◆ Required action:
From the line containing "07:25 · 버스</p></div><b>₩3,840</b></div>" through the last line, print the records exactly and nothing else.

◆ Material supplied:
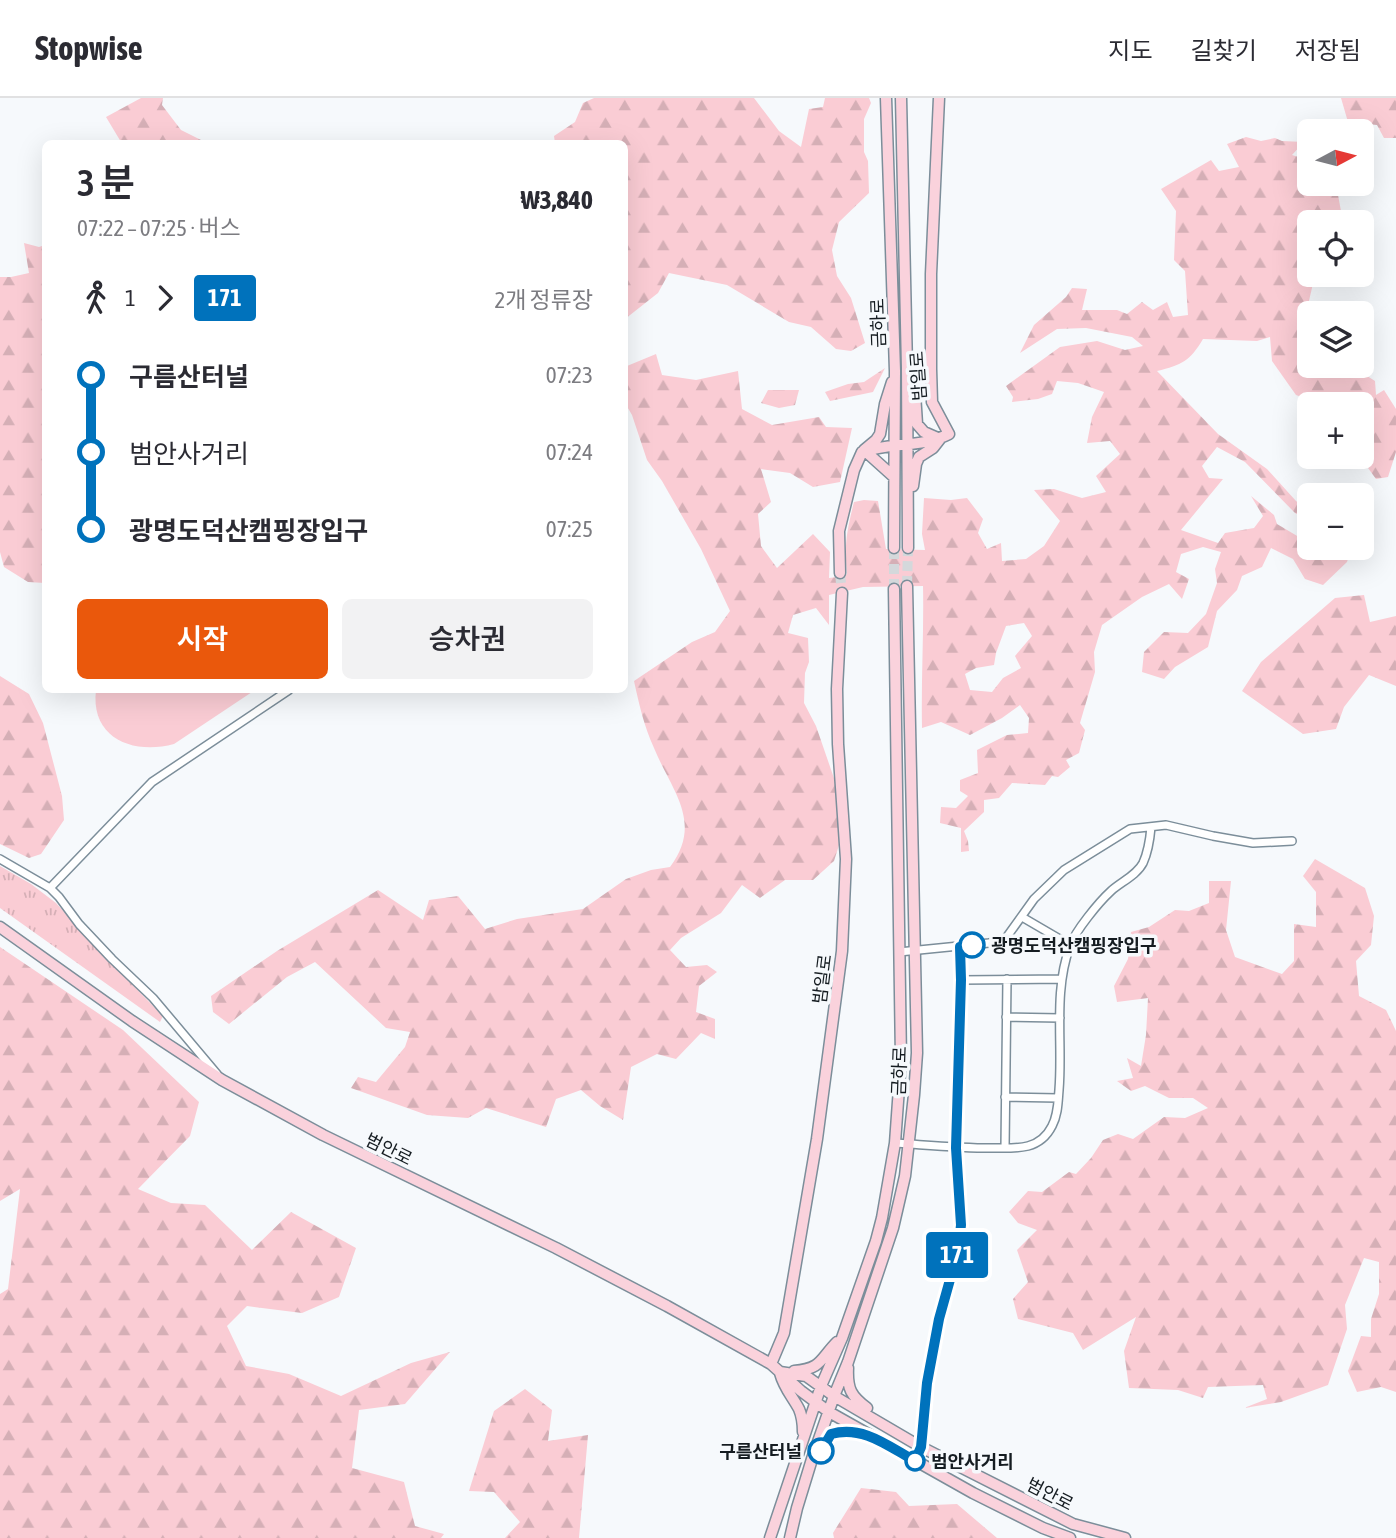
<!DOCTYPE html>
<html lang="ko">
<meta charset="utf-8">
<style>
body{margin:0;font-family:"Asap Condensed","Noto Sans KR",sans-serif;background:#f2f2f3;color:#2b2b33;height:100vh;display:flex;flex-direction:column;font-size:26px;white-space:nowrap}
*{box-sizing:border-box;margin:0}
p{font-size:23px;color:#7c7c81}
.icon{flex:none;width:38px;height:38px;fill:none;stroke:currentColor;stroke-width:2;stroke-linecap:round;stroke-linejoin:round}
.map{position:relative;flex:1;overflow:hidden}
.sheet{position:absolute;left:42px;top:42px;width:586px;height:553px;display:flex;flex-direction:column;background:#fff;border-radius:10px;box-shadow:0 7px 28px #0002}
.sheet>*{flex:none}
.badge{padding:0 14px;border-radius:5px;font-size:24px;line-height:46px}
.needle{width:46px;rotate:83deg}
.buttons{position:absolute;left:1297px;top:21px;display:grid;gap:14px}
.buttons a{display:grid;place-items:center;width:77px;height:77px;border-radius:10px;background:#fff;box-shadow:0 7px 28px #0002;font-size:35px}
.map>.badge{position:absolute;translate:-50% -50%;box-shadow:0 0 0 4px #fff}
.legs{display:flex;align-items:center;gap:10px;height:77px;padding:0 35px;font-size:23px}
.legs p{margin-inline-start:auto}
.headline{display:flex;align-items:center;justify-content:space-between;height:119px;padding:0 35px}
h1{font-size:38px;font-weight:600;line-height:52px}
.button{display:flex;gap:14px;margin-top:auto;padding:14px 35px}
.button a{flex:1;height:80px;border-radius:10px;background:#ea580c;color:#fff;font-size:28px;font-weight:600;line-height:80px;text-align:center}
.button a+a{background:#f2f2f3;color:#2b2b33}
ul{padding:0 35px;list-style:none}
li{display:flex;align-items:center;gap:24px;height:77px;font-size:26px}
li i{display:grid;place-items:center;width:10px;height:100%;margin:0 9px;background:currentColor}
li i::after{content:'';width:18px;height:18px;margin:-9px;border:5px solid;border-radius:50%;background:#fff}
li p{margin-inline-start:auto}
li:first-child i{background:linear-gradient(#0000 50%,currentColor 0)}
li:last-child i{background:linear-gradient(currentColor 50%,#0000 0)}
header{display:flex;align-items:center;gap:42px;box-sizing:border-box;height:98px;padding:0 35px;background:#fff;border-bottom:2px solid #e1e1e2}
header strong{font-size:33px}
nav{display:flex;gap:38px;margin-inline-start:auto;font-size:24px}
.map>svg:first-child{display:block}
.grass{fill:url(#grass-tufts)}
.forest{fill:url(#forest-firs);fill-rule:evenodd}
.garden{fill:#faccd4}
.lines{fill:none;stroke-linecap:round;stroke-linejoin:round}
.secondary-tunnel{stroke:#d4d8db;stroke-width:10;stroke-dasharray:10 5;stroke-linecap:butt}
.street-casing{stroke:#7c8e9a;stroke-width:10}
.secondary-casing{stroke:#7c8e9a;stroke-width:13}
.street{stroke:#fff;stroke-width:7}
.secondary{stroke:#fad2dc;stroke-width:10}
.line-1-casing{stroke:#fff;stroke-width:16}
.line-1{stroke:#0072bc;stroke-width:10}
.stop-1-dot{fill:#fff;stroke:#0072bc;stroke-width:3.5}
.labels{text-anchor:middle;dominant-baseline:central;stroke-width:7;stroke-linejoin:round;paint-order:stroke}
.street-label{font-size:18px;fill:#151c21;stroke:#f6f9fc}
.stop-label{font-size:18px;font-weight:bold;fill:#151c21;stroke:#f6f9fc;text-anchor:start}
</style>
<header>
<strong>Stopwise</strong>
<nav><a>지도</a><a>길찾기</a><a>저장됨</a></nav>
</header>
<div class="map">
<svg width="1396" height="1440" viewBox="0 0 1396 1440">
<defs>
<pattern id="grass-tufts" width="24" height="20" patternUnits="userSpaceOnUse" patternTransform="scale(1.75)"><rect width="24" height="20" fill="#faccd4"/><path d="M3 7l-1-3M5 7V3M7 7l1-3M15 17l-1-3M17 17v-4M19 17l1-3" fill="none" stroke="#d5afb6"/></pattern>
<pattern id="forest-firs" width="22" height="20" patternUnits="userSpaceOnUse" patternTransform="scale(1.75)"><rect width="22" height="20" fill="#faccd4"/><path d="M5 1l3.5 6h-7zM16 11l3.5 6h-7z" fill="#d5afb6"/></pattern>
</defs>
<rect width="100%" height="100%" fill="#f6f9fc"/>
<path class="grass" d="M0,768l31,18 25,19 58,63 49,50 -3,6 -160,-114z"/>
<path class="forest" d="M141,0h22l-1,7 19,25 26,13h-90l4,-1 -15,-25z
M594,0h160l25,33 22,16 8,-38 14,-2 2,-9h44l2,5 -7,16v33l4,9 1,32 -30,29 -7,28 5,26 14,22 14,45 -14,8 -15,-2 -25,-22 -22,-5 -62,-37 -58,-12 -11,20 -33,26v-175l-70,-1 -1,-7 21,-14 8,-19z
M1341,0h55v40h-12l-7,-13 -29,-3z
M1246,39l15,4 14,-3 7,3 22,1 -12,13 13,4 4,-3v28h27l7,38h-34v53h6l-7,30 6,8h-5v53h47l-4,4 12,4 11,7 1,14 8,-5 12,19v43l-8,25 -12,2 -8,-11 -15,-3 -9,-8h18v-53h-53v4l-2,-9 -11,-4 -24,-34 -2,-24 -13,4 -54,-2c-13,22 -21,26 -46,32l61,63 49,35 29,32 13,10v10l-14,-8 -50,-51 -28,-15 -15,19 7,12 14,1 -42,51 37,13 7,-10 29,-5 9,-12 -12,-20 23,19 3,9 32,19v5l42,1 -4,13 -24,23 -18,-6 -12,-20 -22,-11 -9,19 -20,9 -5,14 -20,21 -9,36 -33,20 -11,12 -22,-7 2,-20 20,-20 24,1 18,-19 11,-31 -2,-14 6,-17 -18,-5 -22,7 -5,18 13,7 -7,20 -13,-15 -27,13 -40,28 -8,27 1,20 -15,51 5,7 -6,23 -13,7 4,7 -12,10 -6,-1 -7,9 -33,-2 -13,15 -15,2v12l-20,19 4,10 1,10 -8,1v-24l-21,-5 1,-16 15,1 12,-12 -8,-5v-11l18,-7 -1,-23 30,-15 21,-2 1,-15 -9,-13 -18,13 -32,17 -29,-13 -19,6c-1,-47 2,-95 1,-142l-60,1 -34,8v30l-13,-17 -23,7 -5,18 20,5 1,24 -4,11 -1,30 12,23 21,61 3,55 -6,19 -21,19h-28l-25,18 -18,-13 -21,28 -40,25 -11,12 16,17 21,-2 10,7 -18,14 -3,26 19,7v20l-14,-6 -25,26 -19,-5 -26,13 -8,53 -23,-14 -19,-16 -25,9 -10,28 -60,-19 -18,10 -41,-3 -76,-27 7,-11 18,5 29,-35 5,-15 -24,-4 -71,-66 -28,15 -58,47 -16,-12 -2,-16 66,-45 101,-61 45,30 6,-20 29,-4 27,33 32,-10 66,-10 43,-30 25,-9 19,-3c34,-45 1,-77 -16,-119 -10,-22 -15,-44 -20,-67l58,-39 23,-10 15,-21 -29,-62 -39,-68 -15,-21 -15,-45 -7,-12v-40l2,3 29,-12 6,21 34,5 42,-9 4,38 30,16 47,-8 7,10 26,1 -12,54 -27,5 -23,-14 -29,-4 10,33 -13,12 3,32 16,22 36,-34 17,18 -1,26 16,-2 2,-2c-3,-30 0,-44 7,-72l10,-2 14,1 8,48 39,1 -3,-16 2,-36 27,2 16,-2 16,21 -5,14 9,16 14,-6 1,18 24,-2 18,-13 16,-25 -26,-31 20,-1 28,9 24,-6 -10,-16 24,-22 -10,-13 -23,2 5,-26 12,-25 -26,-9 -21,-2 -5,13 -14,5 -26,3 1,-5 -7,-11 54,-39 37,-6 28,9 18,-4 -11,-9 -46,-9 -29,1 -37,24 14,-28 32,-28 6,-9 15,1 -5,21h35l10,4 15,-12 11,8 14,-8 6,15 15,-2 -3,-44 -11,-11 2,-49 -15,-22 50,-29 8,11 20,-4 -12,-23zM1024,525l8,13 -17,20 6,12 -18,10 -11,14 -22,-2 -5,-16 11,-6 18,-3 2,-12 10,-27z
M24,145l15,4 6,-2v338l-17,-1 -24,-15 -4,-15v-275h11l18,-4z
M885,270l-12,24 -43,9 -5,-9 23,-8 16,-2z
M768,292h31l-4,15 -16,3 -18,-5z
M1364,497l6,27 26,-6v70l-27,-11 -25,32 -8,22 -33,5 -61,-43 19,-29 74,-64z
M0,578l29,18 14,29 19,73 2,24 -23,34 -12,4 -29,-14z
M1315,761l50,29 9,28 -3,29 -15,16 3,35 27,14 10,21v361l-15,-5 -24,5 -9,-21 13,-35 10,1v-18l8,-25v-32l-15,-4 -19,47 2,24 -19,56 -47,17 -37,6 23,-9 -4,-14 -55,2 -5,11 -25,-8 -49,-2 -5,-37 12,-34 -53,33 -10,-17 -55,-14 -5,-20 15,-17 -11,-32 20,-20 -19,-7 -9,-11 19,-21 14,1 27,-20 7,2 15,-16 12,-18 15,-6 15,5 31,-22 21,1 23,-10 -15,-10h-24l-24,-12 -14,5 -14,-10 16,-3 -6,-20 14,8 5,-31 2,-37 -31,4 -3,-16 14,-27 3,-27 18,-5 26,-17 14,1 20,-8v-22h22l-5,49 9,27 47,17 12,-13v-37l22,3v-35l-13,-16z
M0,849l123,83 76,72 -9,34 -52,53 33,14 34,2 47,45 39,-38 65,36 -17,49 -37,16 -55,-7 -20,20 19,40 43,8 52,22 70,-33 39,-11 -45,52 -46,6 -7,58 52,14 11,44 29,8 -3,4h-441v-244l8,-5 12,-100 -20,12z
M525,1291l27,21 -4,31 40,-6 -9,103h-74l15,-16 -26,-30 -25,-1 25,-80z
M861,1390l35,4 13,14 48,-2 40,34h-163l-1,-5z"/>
<path class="garden" d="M96,592h159l-81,54c-40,11 -84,-5 -78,-54z"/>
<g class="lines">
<path class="secondary-tunnel" d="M840,475l2,20
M907,488l1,-38
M894,491v-41"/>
<g class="street-casing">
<path id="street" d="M0,761l50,29 9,9 20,27 33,35 41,39 64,76
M50,790l102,-106 137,-92
M1022,819l48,28
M899,854l90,-9 17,-5 28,-39 30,-29 66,-41 36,-4 47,11 40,7 39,-2
M961,882l101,-1
M1006,919l54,1
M1005,999l53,1
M895,1045c32,2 63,5 96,5 12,0 25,1 37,-2 11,-3 19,-10 24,-20 6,-11 6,-24 7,-36 4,-47 -6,-98 11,-144 5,-15 29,-44 41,-55 10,-9 26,-16 32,-28 5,-11 7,-24 8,-36
M1005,1050l2,-169
M915,1363l6,-14 1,-10 5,-54 12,-64 19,-68 3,-26 -6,-77 6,-168 -1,-33"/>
</g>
<g class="secondary-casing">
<path id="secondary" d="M886,0l9,273 -1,177
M901,0l6,270 1,180
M910,280l5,15 2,31 7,8 16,7 -7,9 -14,9 -3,7 -3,22
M892,284l-7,22 -5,30 -4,6 -12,10 30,27
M840,475l-1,-42 15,-61 8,-18c28,-10 60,-4 87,-18l-17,-32 -1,-33v-95l8,-176
M0,829l132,94 90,59 101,55 233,113 111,58 104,58 30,27 28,21 144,81 70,35 27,10
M771,1266l13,-31 33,-194 25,-188 4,-92 -8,-115 -1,-55 5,-96
M848,1270c-1,21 3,28 19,40
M794,1273c28,-2 26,-12 43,-29
M780,1274l26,4 28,20 87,51 152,77 52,14
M780,1275c4,15 12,23 19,36 3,7 4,16 4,23
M820,1353l11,-17 14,-3 16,2
M770,1440l51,-152 21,-48 34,-97 6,-23 13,-75 6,-83 -7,-471
M790,1440l7,-30 15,-49 22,-63 14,-34 45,-134 12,-52 9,-81 3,-42 -10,-467"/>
</g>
<use href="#street" class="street"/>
<use href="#secondary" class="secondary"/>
</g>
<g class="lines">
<g class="line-1-casing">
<path id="line-1" d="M821,1353l10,-17c32,-9 57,12 84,27l6,-14 1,-10 5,-54 12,-64 19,-68 3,-26 -5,-77 5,-168 -1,-33 12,-2"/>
</g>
<use href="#line-1" class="line-1"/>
</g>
<g class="stop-1-dot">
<circle cx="972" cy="847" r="12"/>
<circle cx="821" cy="1353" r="12"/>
<circle cx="915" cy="1363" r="9"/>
</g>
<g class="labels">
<g class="street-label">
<text transform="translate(878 225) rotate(-92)">금하로</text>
<text transform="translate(918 278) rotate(-94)">밤일로</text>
<text transform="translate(822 881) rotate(-83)">밤일로</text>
<text transform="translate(899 973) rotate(-88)">금하로</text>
<text transform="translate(389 1051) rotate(26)">범안로</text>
<text transform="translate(1050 1396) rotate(27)">범안로</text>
</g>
<g class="stop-label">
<text x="991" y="847">광명도덕산캠핑장입구</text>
<text x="802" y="1353" text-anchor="end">구름산터널</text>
<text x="931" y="1363">범안사거리</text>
</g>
</g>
</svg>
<div class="buttons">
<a><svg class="needle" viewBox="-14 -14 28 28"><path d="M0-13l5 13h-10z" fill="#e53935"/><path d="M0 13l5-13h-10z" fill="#7c7c81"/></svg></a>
<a><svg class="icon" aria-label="locate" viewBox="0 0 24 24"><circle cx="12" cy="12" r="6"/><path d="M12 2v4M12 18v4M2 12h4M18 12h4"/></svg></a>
<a><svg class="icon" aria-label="layers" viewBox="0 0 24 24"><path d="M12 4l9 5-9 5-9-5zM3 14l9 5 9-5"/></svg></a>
<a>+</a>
<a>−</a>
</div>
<b class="badge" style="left:957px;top:1157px;background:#0072bc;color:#fff">171</b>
<section class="sheet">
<div class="headline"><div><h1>3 분</h1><p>07:22 – 07:25 · 버스</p></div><b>₩3,840</b></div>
<div class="legs"><svg class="icon" aria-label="walk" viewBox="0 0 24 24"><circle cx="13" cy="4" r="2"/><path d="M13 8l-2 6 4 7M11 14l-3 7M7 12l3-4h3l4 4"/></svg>1<svg class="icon" aria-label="forward" viewBox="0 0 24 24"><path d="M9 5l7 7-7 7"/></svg><b class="badge" style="background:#0072bc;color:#fff">171</b><p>2개 정류장</p></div>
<ul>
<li><i style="color:#0072bc"></i><b>구름산터널</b><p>07:23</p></li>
<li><i style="color:#0072bc"></i><span>범안사거리</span><p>07:24</p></li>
<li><i style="color:#0072bc"></i><b>광명도덕산캠핑장입구</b><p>07:25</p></li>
</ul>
<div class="button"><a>시작</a><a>승차권</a></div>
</section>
</div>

◆ Final answer:
<div class="headline"><div><h1>3 분</h1><p>07:22 – 07:25 · 버스</p></div><b>₩3,840</b></div>
<div class="legs"><svg class="icon" aria-label="walk" viewBox="0 0 24 24"><circle cx="13" cy="4" r="2"/><path d="M13 8l-2 6 4 7M11 14l-3 7M7 12l3-4h3l4 4"/></svg>1<svg class="icon" aria-label="forward" viewBox="0 0 24 24"><path d="M9 5l7 7-7 7"/></svg><b class="badge" style="background:#0072bc;color:#fff">171</b><p>2개 정류장</p></div>
<ul>
<li><i style="color:#0072bc"></i><b>구름산터널</b><p>07:23</p></li>
<li><i style="color:#0072bc"></i><span>범안사거리</span><p>07:24</p></li>
<li><i style="color:#0072bc"></i><b>광명도덕산캠핑장입구</b><p>07:25</p></li>
</ul>
<div class="button"><a>시작</a><a>승차권</a></div>
</section>
</div>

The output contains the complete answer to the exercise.